Although the entries contain pictures, copy only their text, exactly as written.

-------

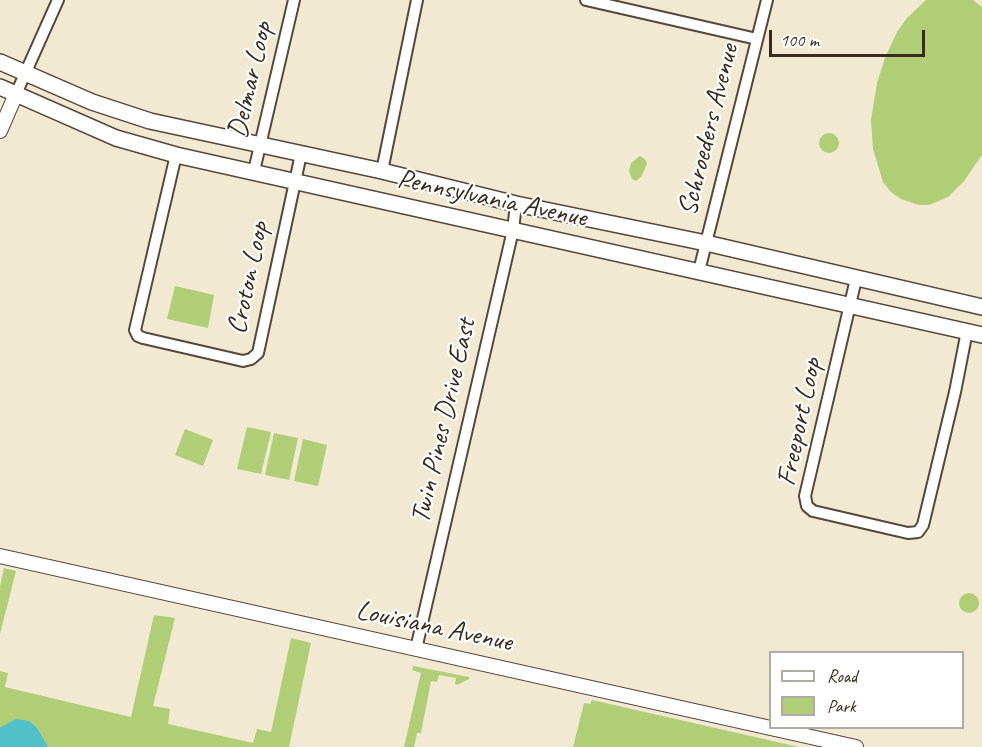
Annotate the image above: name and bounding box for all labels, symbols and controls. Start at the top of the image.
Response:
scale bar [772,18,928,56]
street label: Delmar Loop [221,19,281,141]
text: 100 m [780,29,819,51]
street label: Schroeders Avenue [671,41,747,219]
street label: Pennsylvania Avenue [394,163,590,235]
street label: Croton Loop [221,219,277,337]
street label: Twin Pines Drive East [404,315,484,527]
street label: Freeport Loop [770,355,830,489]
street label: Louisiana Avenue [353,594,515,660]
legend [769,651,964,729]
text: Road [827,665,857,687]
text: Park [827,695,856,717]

-------

TASK ANSWER
Annotate the image above: name and bounding box for all labels, symbols and controls. Start at the top of the image.
Response:
scale bar [772,18,928,56]
street label: Delmar Loop [221,19,281,141]
text: 100 m [780,29,819,51]
street label: Schroeders Avenue [671,41,747,219]
street label: Pennsylvania Avenue [394,163,590,235]
street label: Croton Loop [221,219,277,337]
street label: Twin Pines Drive East [404,315,484,527]
street label: Freeport Loop [770,355,830,489]
street label: Louisiana Avenue [353,594,515,660]
legend [769,651,964,729]
text: Road [827,665,857,687]
text: Park [827,695,856,717]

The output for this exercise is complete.